| Holiday gift: 30-day
alcohol suspensions start on Jan. 1 By DAVE HAMRICK
Staff Writer
Thirty-day
suspensions of alcohol licenses of 20
Fayetteville businesses caught last summer
selling to minors will begin Jan. 1, after the
holiday celebrations are over.
After
hearing the pleas of seven restaurant owners for
clemency, City Council Monday declared the
businesses guilty of two code sections in city
law that require license checks when selling
alcohol and prohibit sales to minors.
Half
the businesses in the city with beer and wine
licenses were caught selling to minors in a
police sting last June. Seven owners of affected
restaurants and convenience stores Monday
exercised their right to a hearing in the matter.
Failure
to check a license, if it results in a sale to a
minor, carries a minimum, nonnegotiable, 30-day
license suspension, according to city attorney
David Winkle. The law also provides for a
suspension of up to 30 days for
selling to a minor, he said, but added that the
suspensions can run concurrently.
According
to some of the restaurant owners, the suspensions
are almost tantamount to a death sentence in
their business.
The
ordinance is very harsh indeed, said Cary
Wiggins, a lawyer for the El Ranchero restaurant
chain. The chain has served alcohol in
restaurants all over the city for over 12 years
without a similar violation, he said, adding that
the company takes great pains to emphasize the
need for alcohol license checks with its
employees.
The
theme was repeated by the other restaurant owners
or the representatives. None disputed the facts
in the cases they admitted that their
employees had failed to check licenses and had
sold alcohol to the city Police Department's
under-aged informant, but they urged City Council
to consider reducing the penalty if possible, or
to review the ordinance for possible changes in
the future.
A
month's suspension may not seem harsh, said
Wiggins, but for many restaurants alcohol sales
provide their only profit.
Alcohol
sales are 14 percent of our entire revenue,
said Susan Boutier, owner of Village Cafe,
another restaurant caught in the sweep.
That's equal to our rent, our bank loan and
[the owners'] salaries for a month. And,
she said, many customers will stay away if they
can't have a glass of wine with their meals.
Worse,
said owners, the law requires a 12-month
suspension for a second offense, and there is no
time limit after which the slate is wiped clean.
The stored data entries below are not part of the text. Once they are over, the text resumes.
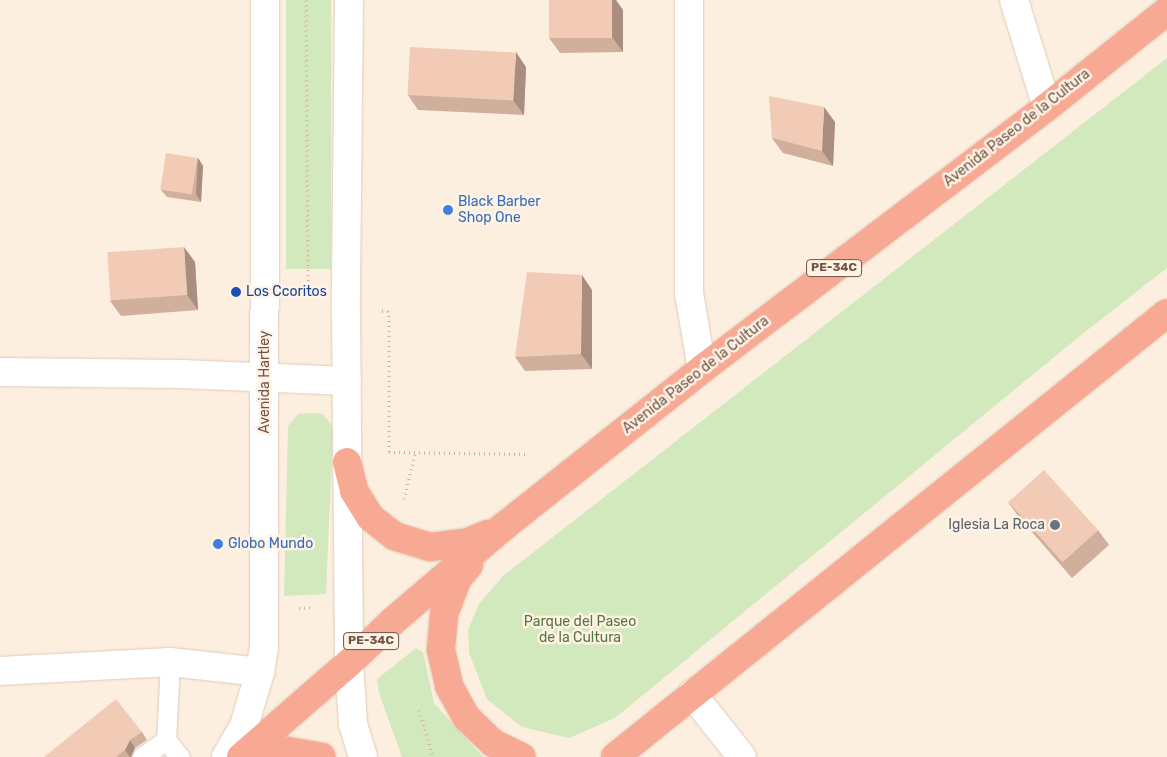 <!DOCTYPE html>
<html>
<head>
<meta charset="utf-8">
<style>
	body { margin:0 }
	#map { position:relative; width:1167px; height:757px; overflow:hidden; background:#fcefdf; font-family:Rubik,sans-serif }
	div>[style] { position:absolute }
	.green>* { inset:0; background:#d2e9be; transform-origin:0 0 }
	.path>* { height:3px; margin-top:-1.5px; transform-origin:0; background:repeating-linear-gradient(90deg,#d6ae9a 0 1px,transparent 0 5px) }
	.roads { filter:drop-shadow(0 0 1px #e0cbbb) drop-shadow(0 0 1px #e0cbbb) }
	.lane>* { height:19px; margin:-9.5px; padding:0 9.5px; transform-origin:9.5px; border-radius:9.5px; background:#fff }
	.street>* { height:28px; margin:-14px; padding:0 14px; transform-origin:14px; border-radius:14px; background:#fff }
	.secondary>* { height:28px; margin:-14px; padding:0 14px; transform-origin:14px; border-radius:14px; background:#fff }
	.highway>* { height:28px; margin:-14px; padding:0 14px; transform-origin:14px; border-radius:14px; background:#f8a994 }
	.wall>* { inset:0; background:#d0af9d }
	.shaded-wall>* { inset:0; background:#a98e7f }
	.building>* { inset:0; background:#f2cbb6; transform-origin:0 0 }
	.dots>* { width:14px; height:14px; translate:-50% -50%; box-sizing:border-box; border:2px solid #fff3e5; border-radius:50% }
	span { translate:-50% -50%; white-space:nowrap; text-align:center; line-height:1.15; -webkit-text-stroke:5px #fff3e5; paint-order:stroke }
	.shield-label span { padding:1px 4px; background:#fff3e5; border:1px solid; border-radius:4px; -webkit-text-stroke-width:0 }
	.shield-label { font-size:12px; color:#725447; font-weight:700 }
	.street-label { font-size:14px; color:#725447 }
	.shop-label { font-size:14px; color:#366cbe }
	.left { translate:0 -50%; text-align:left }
	.transit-label { font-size:14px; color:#164399 }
	.worship-label { font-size:14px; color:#5b616d }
	.right { translate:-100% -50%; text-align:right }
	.park-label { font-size:14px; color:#53783f }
</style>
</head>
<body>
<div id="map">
	<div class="green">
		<div style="left:286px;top:0;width:45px;height:269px"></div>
		<div style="clip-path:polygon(1167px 58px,1167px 268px,1081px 335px,615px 718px,569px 738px,522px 727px,487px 699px,469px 653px,468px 630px,479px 604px,503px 576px)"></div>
		<div style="clip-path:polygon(313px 413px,323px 414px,333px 427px,326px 594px,284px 596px,288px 426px,298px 414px)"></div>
		<div style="clip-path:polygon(416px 648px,423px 652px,434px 703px,483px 757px,402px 757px,379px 693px,377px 679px)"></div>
	</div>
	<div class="path">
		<div style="left:306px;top:0;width:286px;rotate:89.6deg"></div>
		<div style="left:382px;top:311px;width:7px"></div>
		<div style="left:389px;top:311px;width:141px;rotate:90deg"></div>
		<div style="left:389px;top:452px;width:140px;rotate:0.8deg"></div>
		<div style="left:404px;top:499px;width:46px;rotate:-76.3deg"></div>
		<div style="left:299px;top:608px;width:14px;rotate:-4deg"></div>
		<div style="left:419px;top:710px;width:49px;rotate:73.4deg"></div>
	</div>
	<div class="roads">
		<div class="lane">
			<div style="left:170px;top:662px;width:78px;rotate:92.9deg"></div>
			<div style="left:166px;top:740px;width:22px;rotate:51deg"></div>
			<div style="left:142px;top:757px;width:29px;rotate:-35deg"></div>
		</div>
		<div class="street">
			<div style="left:689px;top:0;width:293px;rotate:90deg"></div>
			<div style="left:689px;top:293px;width:77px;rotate:80.3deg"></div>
			<div style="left:1014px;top:0;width:112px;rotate:72.9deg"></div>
			<div style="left:0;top:372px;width:182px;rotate:0.6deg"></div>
			<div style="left:182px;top:374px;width:165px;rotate:2.4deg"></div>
			<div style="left:0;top:671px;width:170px;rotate:-3deg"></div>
			<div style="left:170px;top:662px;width:91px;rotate:6.3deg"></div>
			<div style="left:692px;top:694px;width:80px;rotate:51.6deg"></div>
		</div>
		<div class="secondary">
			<div style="left:349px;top:0;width:312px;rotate:90.6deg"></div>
			<div style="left:346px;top:312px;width:351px;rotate:89.5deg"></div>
			<div style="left:349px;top:663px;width:61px;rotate:86.2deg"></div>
			<div style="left:353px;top:724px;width:34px;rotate:73deg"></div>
			<div style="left:226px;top:757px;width:36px;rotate:-60deg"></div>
			<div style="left:244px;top:726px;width:56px;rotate:-73.5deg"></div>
			<div style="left:260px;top:672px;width:26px;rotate:-81deg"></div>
			<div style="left:264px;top:646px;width:646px;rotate:-89.91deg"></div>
		</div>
		<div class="highway">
			<div style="left:347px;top:462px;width:30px;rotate:76deg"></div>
			<div style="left:354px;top:491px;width:31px;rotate:58deg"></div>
			<div style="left:370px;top:517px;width:31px;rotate:38deg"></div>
			<div style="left:394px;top:536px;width:38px;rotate:17deg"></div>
			<div style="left:430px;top:547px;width:38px;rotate:-7deg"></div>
			<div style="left:468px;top:542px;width:22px;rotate:-22deg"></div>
			<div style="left:469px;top:565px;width:19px;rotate:129deg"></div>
			<div style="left:457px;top:580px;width:36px;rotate:111deg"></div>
			<div style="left:444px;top:614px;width:36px;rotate:95deg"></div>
			<div style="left:441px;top:650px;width:37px;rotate:77deg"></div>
			<div style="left:449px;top:686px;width:37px;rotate:61deg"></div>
			<div style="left:467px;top:718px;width:36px;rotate:44deg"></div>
			<div style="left:493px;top:743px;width:32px;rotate:26deg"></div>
			<div style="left:241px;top:757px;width:143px;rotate:-41deg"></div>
			<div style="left:349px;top:663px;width:61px;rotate:-43.7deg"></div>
			<div style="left:393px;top:621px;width:145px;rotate:-40.5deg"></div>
			<div style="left:503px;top:527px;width:254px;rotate:-38.4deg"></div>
			<div style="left:702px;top:369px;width:433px;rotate:-37.2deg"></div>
			<div style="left:1047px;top:107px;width:154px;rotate:-38.7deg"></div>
			<div style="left:253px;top:757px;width:36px;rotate:-10deg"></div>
			<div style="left:288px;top:751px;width:34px;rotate:10deg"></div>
			<div style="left:615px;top:757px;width:708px;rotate:-38.81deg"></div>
		</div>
	</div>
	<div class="wall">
		<div style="clip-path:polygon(623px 10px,623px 52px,560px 53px,549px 38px)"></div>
		<div style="clip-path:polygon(526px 67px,524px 115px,418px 110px,408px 95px)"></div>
		<div style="clip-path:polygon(835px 122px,833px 166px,783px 153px,772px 138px)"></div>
		<div style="clip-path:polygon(198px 158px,203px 166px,201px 202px,167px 197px,161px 190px)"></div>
		<div style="clip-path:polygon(195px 262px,198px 310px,121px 316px,110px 301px)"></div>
		<div style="clip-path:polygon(592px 290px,592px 369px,525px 371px,515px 357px)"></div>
		<div style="clip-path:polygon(1008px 502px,1098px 530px,1109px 545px,1072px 578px,1019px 517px)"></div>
		<div style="clip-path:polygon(142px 732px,147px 740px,135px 748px,131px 757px,44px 757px)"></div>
	</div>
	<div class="shaded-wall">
		<div style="clip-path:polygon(612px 0,616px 0,623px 10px,623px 52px,612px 37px)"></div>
		<div style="clip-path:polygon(516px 52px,526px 67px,524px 115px,513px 100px)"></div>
		<div style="clip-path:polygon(824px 107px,835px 122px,833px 166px,822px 151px)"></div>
		<div style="clip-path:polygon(198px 158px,203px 166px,201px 202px,196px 194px)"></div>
		<div style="clip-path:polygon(184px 247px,195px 262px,198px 310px,187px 295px)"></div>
		<div style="clip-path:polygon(582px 275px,592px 290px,592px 369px,581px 354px)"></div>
		<div style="clip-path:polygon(130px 740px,135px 748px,131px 757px,130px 757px,125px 750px)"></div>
	</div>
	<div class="building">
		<div style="left:549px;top:0;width:63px;height:38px"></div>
		<div style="left:410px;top:47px;width:106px;height:48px;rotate:3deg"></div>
		<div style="clip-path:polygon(769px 96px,824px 107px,822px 151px,772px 138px)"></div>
		<div style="left:166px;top:153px;width:32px;height:37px;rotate:9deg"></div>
		<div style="left:184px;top:247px;width:48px;height:77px;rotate:86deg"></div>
		<div style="clip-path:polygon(527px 272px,582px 275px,581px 354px,515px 357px)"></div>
		<div style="left:1044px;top:470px;width:81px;height:48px;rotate:48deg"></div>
		<div style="clip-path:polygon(116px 699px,142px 732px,130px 740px,125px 750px,116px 757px,44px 757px)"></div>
	</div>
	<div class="dots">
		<div style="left:448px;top:210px;background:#3f7fe0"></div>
		<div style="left:236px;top:292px;background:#1a4fb4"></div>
		<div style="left:1055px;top:525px;background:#6b7280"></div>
		<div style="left:218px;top:544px;background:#3f7fe0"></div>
	</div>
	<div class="shield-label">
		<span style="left:834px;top:268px">PE-34C</span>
		<span style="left:371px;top:641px">PE-34C</span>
	</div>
	<div class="street-label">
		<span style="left:1017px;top:128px;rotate:-38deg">Avenida Paseo de la Cultura</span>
		<span style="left:696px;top:375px;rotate:-38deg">Avenida Paseo de la Cultura</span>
		<span style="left:265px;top:382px;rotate:-90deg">Avenida Hartley</span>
	</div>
	<div class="shop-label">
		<span class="left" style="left:458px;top:210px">Black Barber<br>Shop One</span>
		<span class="left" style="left:228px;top:544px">Globo Mundo</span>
	</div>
	<div class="transit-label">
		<span class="left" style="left:246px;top:292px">Los Ccoritos</span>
	</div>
	<div class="worship-label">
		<span class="right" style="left:1045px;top:525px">Iglesia La Roca</span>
	</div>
	<div class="park-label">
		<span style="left:580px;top:630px">Parque del Paseo<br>de la Cultura</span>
	</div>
</div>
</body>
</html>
If his client were to slip up a second time, said
Wiggins, they would be as good as
dead.
That
provision puts owners in a position where they
could be put out of business by a disgruntled
employee, said Paul Carter, owner of Fayette
Family Billiards. Carter's business was not one
of those caught in the police sting, but he spoke
up during the council's public comment period.
So
did Richard Capella, representing Classic Cue,
another business that did not sell to minors.
It's important to direct the legislation to
the individuals who are committing the
offense, he said.
Many
of the employees are underage themselves, said
Wiggins, and if they are caught selling to minors
they can't work in a business where alcohol is
sold for five years, also a harsh provision,
several restaurant owners argued.
The
father of one such employee made his own plea to
City Council to consider softening the ordinance.
My daughter was three weeks out of high
school on her first job when the violation
occurred, he said. And she knew the
informant, and knew she had graduated three years
earlier and believed her to be of age, he
added.
Council
listened quietly to all those who spoke, but
voted unanimously to enforce the ordinance as
written.
The
discussion grew vitriolic when Gil Osterloh, a
consultant for Beverage Law Professionals, a
lobbying group out of Florida, addressed the
meeting.
Osterloh
said the city's law doesn't pass the test of
reasonableness, and added that when the state of
Florida's alcohol laws were made more lenient
recently, violations went down.
Councilman
Larry Dell said he previously lived in Florida,
and disputed Osterloh's claim. An argument
ensued, bringing a loud bang of the gavel from
Mayor Mike Wheat.
We're
all in the phone book, he told Osterloh,
indicating that the council meeting wasn't the
proper forum to debate the statistics.